- **Your objective**: Every line containing "scale" should be identified and copied from the data below.
#### Source information
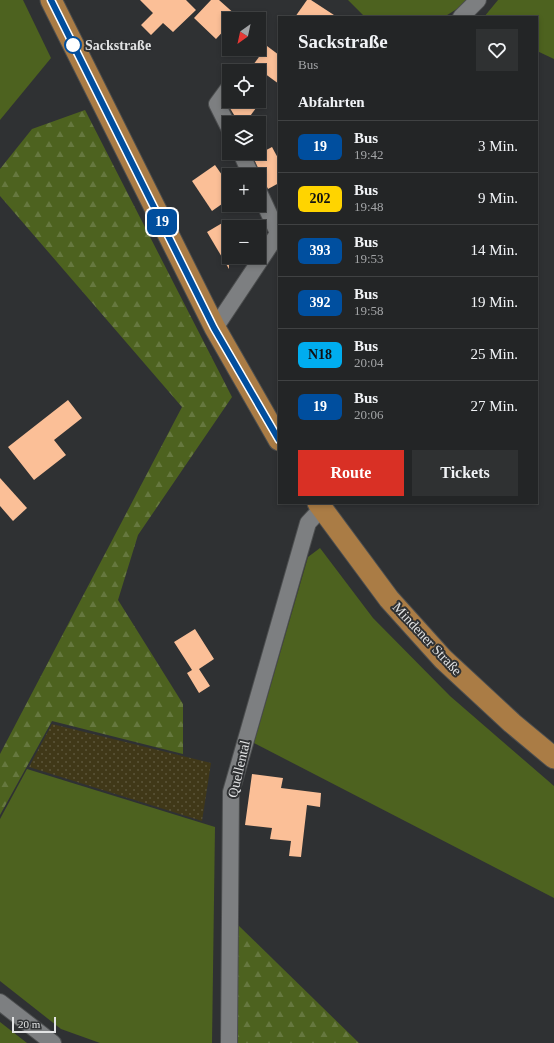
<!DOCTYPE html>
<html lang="de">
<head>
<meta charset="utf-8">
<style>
	:root { --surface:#232526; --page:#2f3132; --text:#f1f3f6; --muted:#a3a5a7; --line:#404243; --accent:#d93025 }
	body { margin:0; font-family:"Times New Roman",serif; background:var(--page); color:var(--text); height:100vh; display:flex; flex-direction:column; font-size:15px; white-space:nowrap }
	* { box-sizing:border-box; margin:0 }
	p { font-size:13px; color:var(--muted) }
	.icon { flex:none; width:22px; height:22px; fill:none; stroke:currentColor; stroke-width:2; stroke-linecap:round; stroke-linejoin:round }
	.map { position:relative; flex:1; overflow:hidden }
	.sheet { position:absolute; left:278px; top:16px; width:260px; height:488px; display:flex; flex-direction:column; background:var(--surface); border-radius:0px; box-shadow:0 2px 6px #0003,0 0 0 1px var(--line) }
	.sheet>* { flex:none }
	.badge { padding:0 8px; border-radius:6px; font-size:14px; line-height:26px }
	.needle { width:26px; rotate:213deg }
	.buttons { position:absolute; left:222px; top:12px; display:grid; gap:8px }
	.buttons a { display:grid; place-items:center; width:44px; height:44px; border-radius:0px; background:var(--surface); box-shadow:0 2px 6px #0003,0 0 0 1px var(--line); font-size:20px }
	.scale { position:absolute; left:12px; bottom:10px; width:44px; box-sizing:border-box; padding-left:4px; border:2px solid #e2e3e4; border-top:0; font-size:11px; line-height:14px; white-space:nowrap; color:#e2e3e4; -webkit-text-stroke:3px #2f3133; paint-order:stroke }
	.map>.badge { position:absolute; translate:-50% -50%; box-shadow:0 0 0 2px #fff }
	h2 { padding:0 20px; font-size:15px; line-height:36px }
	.round { display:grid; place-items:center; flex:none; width:42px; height:42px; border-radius:0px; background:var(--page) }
	.summary { display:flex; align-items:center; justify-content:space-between; height:68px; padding:0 20px }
	h1 { font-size:19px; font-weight:700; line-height:30px }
	.cta { display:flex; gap:8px; margin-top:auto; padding:8px 20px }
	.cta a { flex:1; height:46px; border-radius:0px; background:var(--accent); color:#fff; font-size:16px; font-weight:700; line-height:46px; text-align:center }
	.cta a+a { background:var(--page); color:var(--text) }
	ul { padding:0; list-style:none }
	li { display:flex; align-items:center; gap:12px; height:52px; padding:0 20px; border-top:1px solid var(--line) }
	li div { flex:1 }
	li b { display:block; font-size:15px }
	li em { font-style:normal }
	li .badge { min-width:44px; font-weight:700; text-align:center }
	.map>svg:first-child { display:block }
</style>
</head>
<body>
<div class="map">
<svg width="554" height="1043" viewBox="0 0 554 1043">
	<defs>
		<pattern id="forest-firs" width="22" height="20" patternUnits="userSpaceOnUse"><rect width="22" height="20" fill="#4d621f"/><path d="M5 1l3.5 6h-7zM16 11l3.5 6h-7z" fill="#66783f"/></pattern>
		<pattern id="sand-dots" width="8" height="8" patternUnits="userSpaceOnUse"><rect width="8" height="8" fill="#403818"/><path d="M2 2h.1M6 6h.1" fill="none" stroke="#5b5539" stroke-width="1.8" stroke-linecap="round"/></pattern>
	</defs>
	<rect width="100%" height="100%" fill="#2f3133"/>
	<!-- grass -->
	<g fill="#4d621f">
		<polygon points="0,0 23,0 51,58 0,120"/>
		<polygon points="348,0 467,0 460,7 444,17 365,17"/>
		<polygon points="498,0 554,0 554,59 537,51 537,17 484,17"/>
		<polygon points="320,548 373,618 450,696 554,786 554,898 254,743 308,557"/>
		<polygon points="27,769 215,827 212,1043 100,1043 61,1029 0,981 0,819"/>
		<polygon points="0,1022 27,1043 0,1043"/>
	</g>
	<!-- forest -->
	<g fill="url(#forest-firs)">
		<polygon points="85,110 232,397 138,535 118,600 183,704 183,754 52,721 0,815 0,754 182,407 0,196 0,169 32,129"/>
		<polygon points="237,924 359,1043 236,1043"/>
	</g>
	<!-- sand -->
	<polygon fill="url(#sand-dots)" points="52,724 211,763 202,821 29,767"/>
	<!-- building -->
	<g fill="#fbbf97">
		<polygon points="140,0 186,0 196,10 173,32 163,23 151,35 141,25 153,13"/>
		<polygon points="211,0 219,0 237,16 234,19 229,19 229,25 216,39 194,18"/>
		<polygon points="307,0 311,0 337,17 295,17"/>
		<polygon points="267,46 279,55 279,84 253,65"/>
		<polygon points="231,101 261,101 245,123 239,123 228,105"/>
		<polygon points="272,147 279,160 279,183 268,189 253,157"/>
		<polygon points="215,165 229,185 229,199 212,211 192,181"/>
		<polygon points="229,219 229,269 207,232"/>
		<polygon points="68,400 82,418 54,440 66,455 34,480 8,447"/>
		<polygon points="0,478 27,508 13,521 0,506"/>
		<polygon points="195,629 214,659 199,669 210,686 199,693 187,673 192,670 174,642"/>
		<polygon points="252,774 283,778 281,788 321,793 320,807 307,805 301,857 289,856 291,841 270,839 272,828 245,825"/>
	</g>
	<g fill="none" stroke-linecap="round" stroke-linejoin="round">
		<defs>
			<g id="minor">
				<polyline points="461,17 478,0"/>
				<polyline points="228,89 217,104 229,128"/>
				<polyline points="241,153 251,175"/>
				<polyline points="259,192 278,233"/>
				<polyline points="215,328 279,232"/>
				<polyline points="0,1002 53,1043"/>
				<polyline points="229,1043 231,792 308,523 321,509"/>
			</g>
			<g id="major">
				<polyline points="51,0 215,328 279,440"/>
				<polyline points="318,503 389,599 443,659 512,723 554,758"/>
			</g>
		</defs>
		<!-- minor casing -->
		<use href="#minor" stroke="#4c4e4f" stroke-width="18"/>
		<!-- major casing -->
		<use href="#major" stroke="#4c4e4f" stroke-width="23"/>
		<!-- minor -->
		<use href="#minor" stroke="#7d7f81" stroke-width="16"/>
		<!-- major -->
		<use href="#major" stroke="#aa7c45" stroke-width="21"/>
	</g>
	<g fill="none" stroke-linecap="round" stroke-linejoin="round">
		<defs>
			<polyline id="line" points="51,0 214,328 279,440"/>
		</defs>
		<!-- line casing -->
		<use href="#line" stroke="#fff" stroke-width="9"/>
		<!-- line -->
		<use href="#line" stroke="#004e9e" stroke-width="6"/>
	</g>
	<!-- markers -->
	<circle fill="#fff" stroke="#004e9e" stroke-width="2" cx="73" cy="45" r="8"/>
	<g text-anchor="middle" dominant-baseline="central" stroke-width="4" stroke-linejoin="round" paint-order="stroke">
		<!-- stop labels -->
		<g font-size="14" font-weight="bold" fill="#e2e3e4" stroke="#2f3133" text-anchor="start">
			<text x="85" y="45">Sackstraße</text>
		</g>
		<!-- street labels -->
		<g font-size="14" fill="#e2e3e4" stroke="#2f3133">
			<text transform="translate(427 639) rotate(47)">Mindener Straße</text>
			<text transform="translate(239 769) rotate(-77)">Quellental</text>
		</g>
	</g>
</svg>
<div class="buttons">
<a><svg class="needle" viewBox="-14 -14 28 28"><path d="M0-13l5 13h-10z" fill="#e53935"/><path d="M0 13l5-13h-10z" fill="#a3a5a7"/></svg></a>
<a><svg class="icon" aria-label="locate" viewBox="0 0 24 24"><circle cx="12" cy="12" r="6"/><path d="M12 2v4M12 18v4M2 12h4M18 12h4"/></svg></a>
<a><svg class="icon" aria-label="layers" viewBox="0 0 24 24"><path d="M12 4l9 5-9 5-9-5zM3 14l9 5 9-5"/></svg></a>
<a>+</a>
<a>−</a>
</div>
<div class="scale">20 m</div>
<b class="badge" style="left:162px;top:222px;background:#004e9e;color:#fff">19</b>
<section class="sheet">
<div class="summary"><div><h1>Sackstraße</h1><p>Bus</p></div><a class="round"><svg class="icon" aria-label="heart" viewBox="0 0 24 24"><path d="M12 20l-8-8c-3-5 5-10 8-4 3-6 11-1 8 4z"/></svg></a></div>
<h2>Abfahrten</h2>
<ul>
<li><span class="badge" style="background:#004e9e;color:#fff">19</span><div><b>Bus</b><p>19:42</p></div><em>3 Min.</em></li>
<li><span class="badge" style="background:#ffd400;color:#111">202</span><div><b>Bus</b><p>19:48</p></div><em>9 Min.</em></li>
<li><span class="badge" style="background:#004f9f;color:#fff">393</span><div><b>Bus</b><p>19:53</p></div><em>14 Min.</em></li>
<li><span class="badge" style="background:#004f9f;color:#fff">392</span><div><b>Bus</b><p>19:58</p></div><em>19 Min.</em></li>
<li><span class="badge" style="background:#00adef;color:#111">N18</span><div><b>Bus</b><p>20:04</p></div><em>25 Min.</em></li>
<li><span class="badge" style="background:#004e9e;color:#fff">19</span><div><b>Bus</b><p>20:06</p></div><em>27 Min.</em></li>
</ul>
<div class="cta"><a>Route</a><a>Tickets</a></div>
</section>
</div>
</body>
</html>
########
- **Your response**:
	.scale { position:absolute; left:12px; bottom:10px; width:44px; box-sizing:border-box; padding-left:4px; border:2px solid #e2e3e4; border-top:0; font-size:11px; line-height:14px; white-space:nowrap; color:#e2e3e4; -webkit-text-stroke:3px #2f3133; paint-order:stroke }
<div class="scale">20 m</div>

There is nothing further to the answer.